Saved entries:
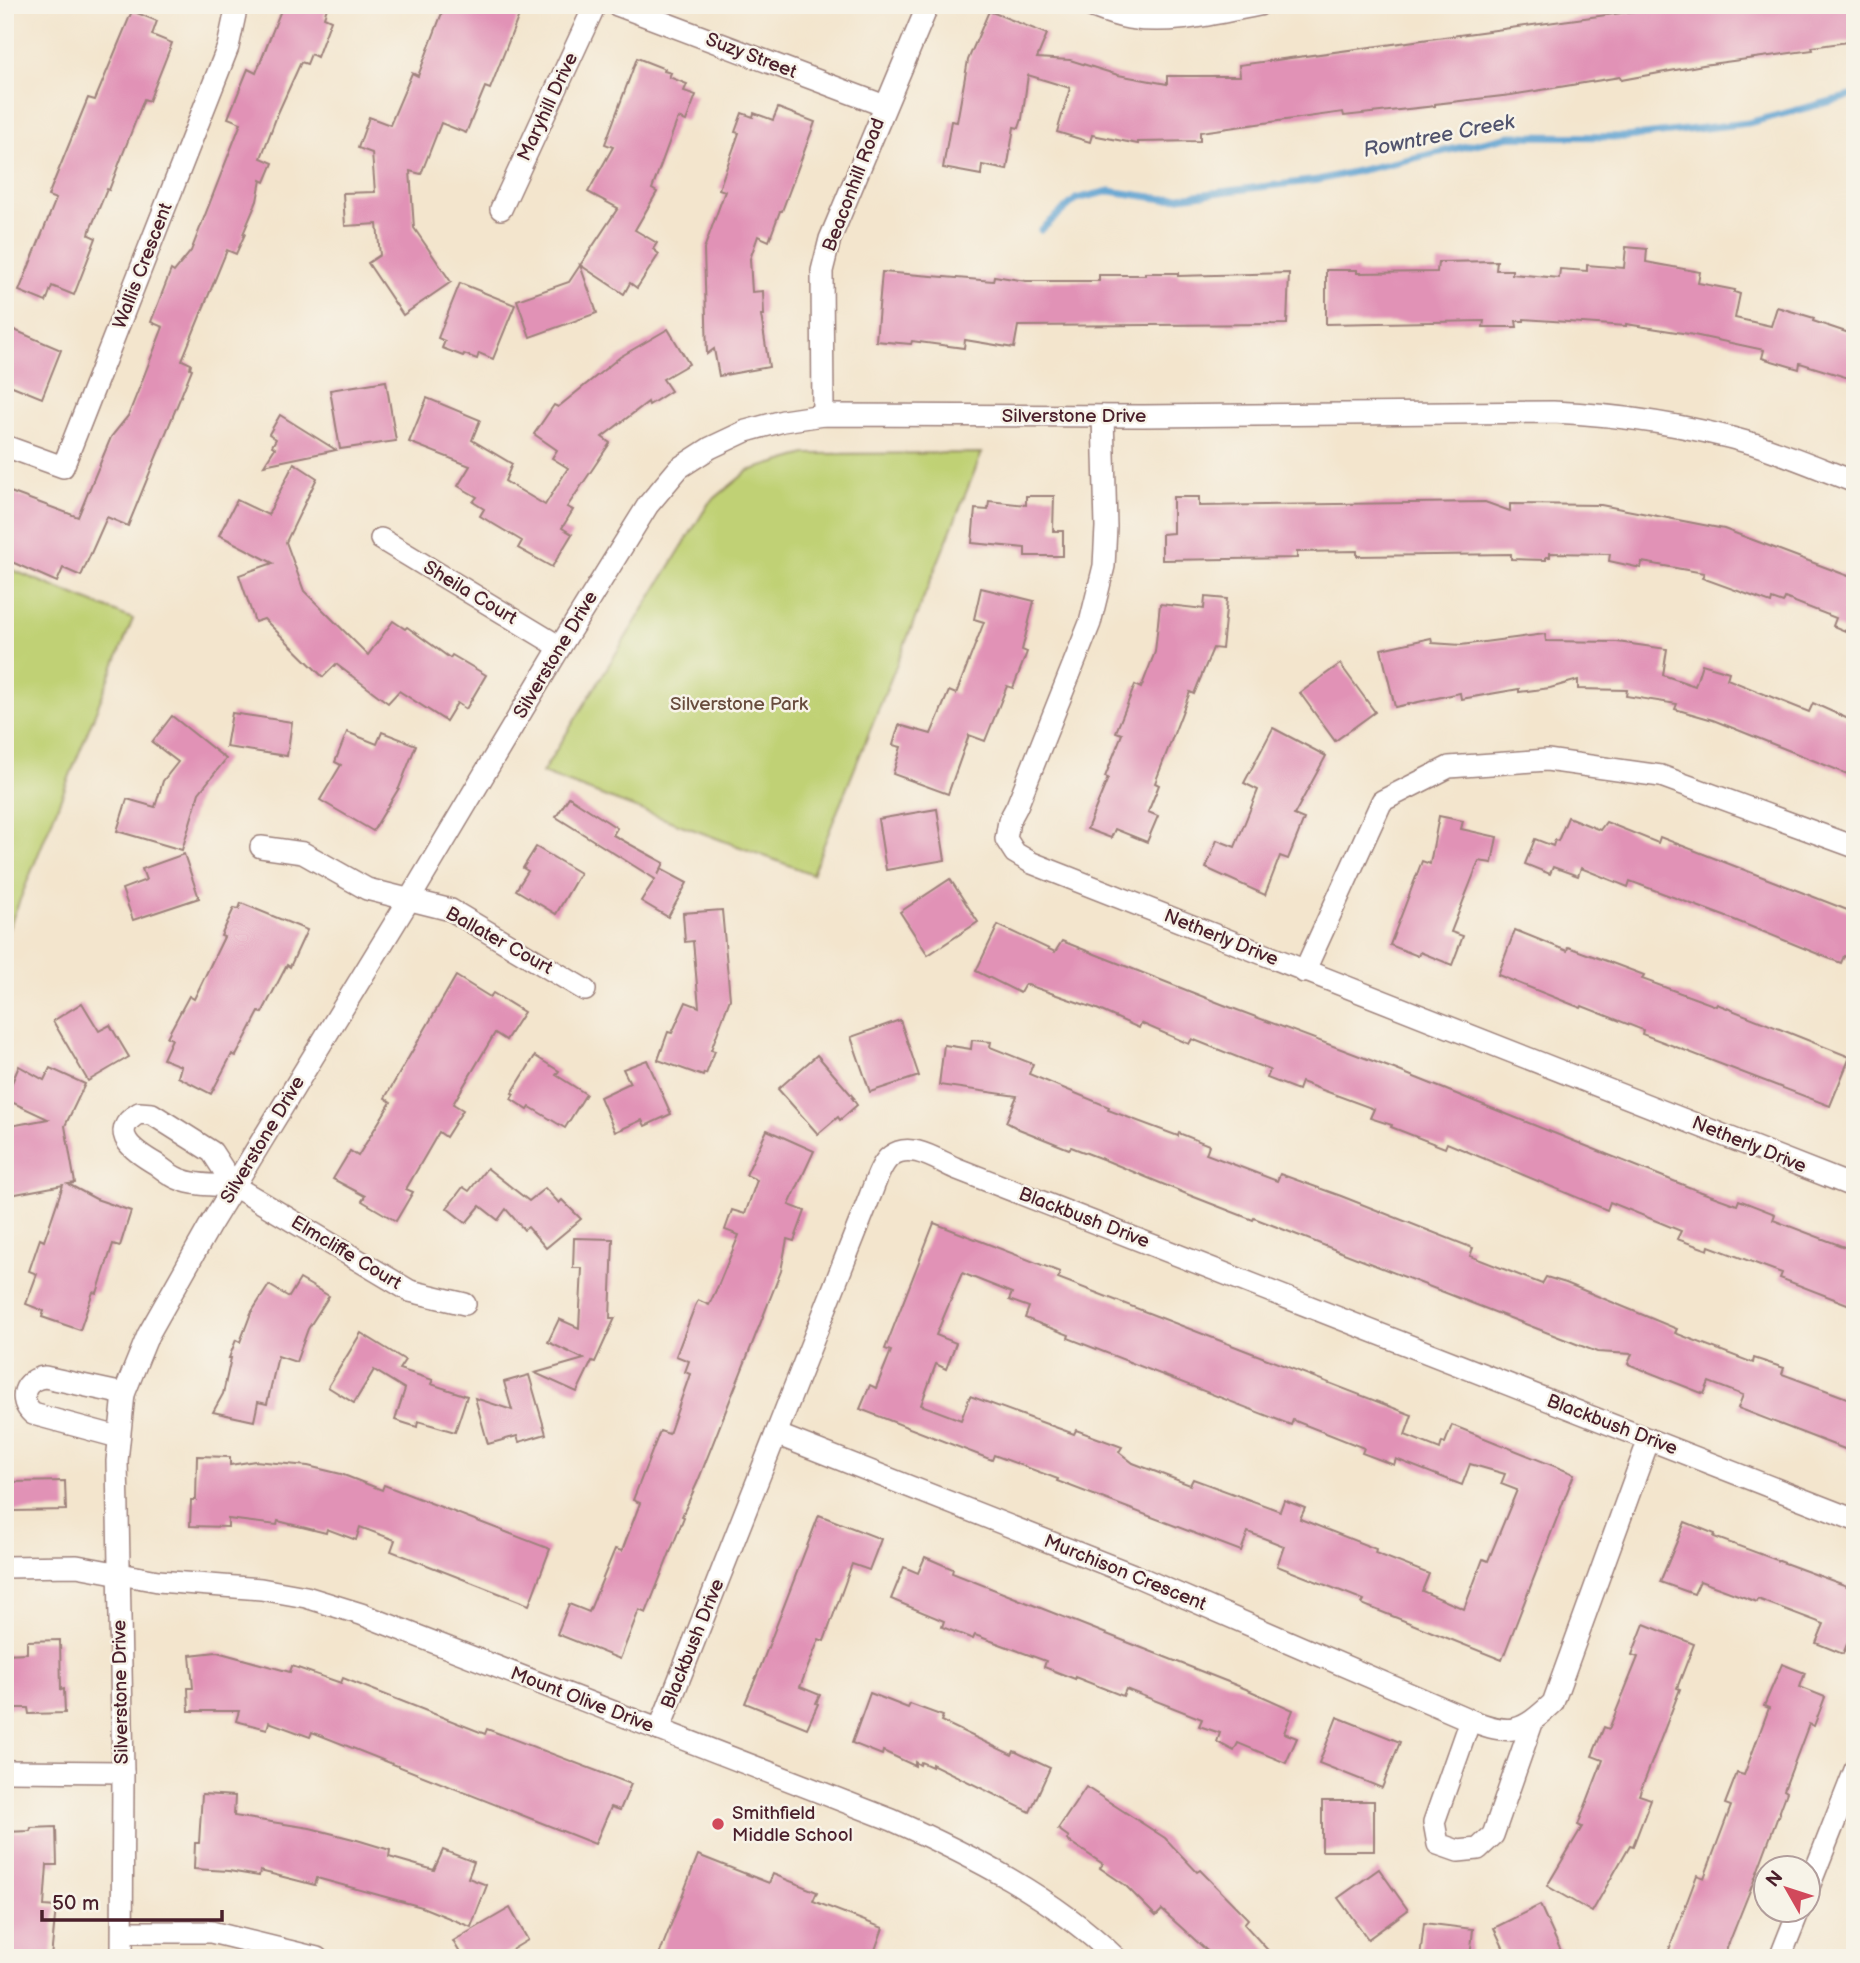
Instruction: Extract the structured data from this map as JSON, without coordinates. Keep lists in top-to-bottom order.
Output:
{
  "streets": {
    "street": [
      "Suzy Street",
      "Maryhill Drive",
      "Beaconhill Road",
      "Wallis Crescent",
      "Silverstone Drive",
      "Sheila Court",
      "Netherly Drive",
      "Ballater Court",
      "Blackbush Drive",
      "Elmcliffe Court",
      "Murchison Crescent",
      "Mount Olive Drive"
    ]
  },
  "crossings": [
    ["Suzy Street", "Beaconhill Road"],
    ["Beaconhill Road", "Silverstone Drive"],
    ["Silverstone Drive", "Sheila Court"],
    ["Silverstone Drive", "Netherly Drive"],
    ["Silverstone Drive", "Ballater Court"],
    ["Silverstone Drive", "Elmcliffe Court"],
    ["Silverstone Drive", "Mount Olive Drive"],
    ["Blackbush Drive", "Murchison Crescent"],
    ["Blackbush Drive", "Mount Olive Drive"]
  ],
  "water": ["Rowntree Creek"],
  "parks": ["Silverstone Park"],
  "places": ["Smithfield Middle School"],
  "scale_bar": "50 m",
  "north": "top left"
}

**GOAL OF THE EXERCISE**
Pictures omitted, give the entries again exactly.

**RESULT**
Instruction: Extract the structured data from this map as JSON, without coordinates. Keep lists in top-to-bottom order.
Output:
{
  "streets": {
    "street": [
      "Suzy Street",
      "Maryhill Drive",
      "Beaconhill Road",
      "Wallis Crescent",
      "Silverstone Drive",
      "Sheila Court",
      "Netherly Drive",
      "Ballater Court",
      "Blackbush Drive",
      "Elmcliffe Court",
      "Murchison Crescent",
      "Mount Olive Drive"
    ]
  },
  "crossings": [
    ["Suzy Street", "Beaconhill Road"],
    ["Beaconhill Road", "Silverstone Drive"],
    ["Silverstone Drive", "Sheila Court"],
    ["Silverstone Drive", "Netherly Drive"],
    ["Silverstone Drive", "Ballater Court"],
    ["Silverstone Drive", "Elmcliffe Court"],
    ["Silverstone Drive", "Mount Olive Drive"],
    ["Blackbush Drive", "Murchison Crescent"],
    ["Blackbush Drive", "Mount Olive Drive"]
  ],
  "water": ["Rowntree Creek"],
  "parks": ["Silverstone Park"],
  "places": ["Smithfield Middle School"],
  "scale_bar": "50 m",
  "north": "top left"
}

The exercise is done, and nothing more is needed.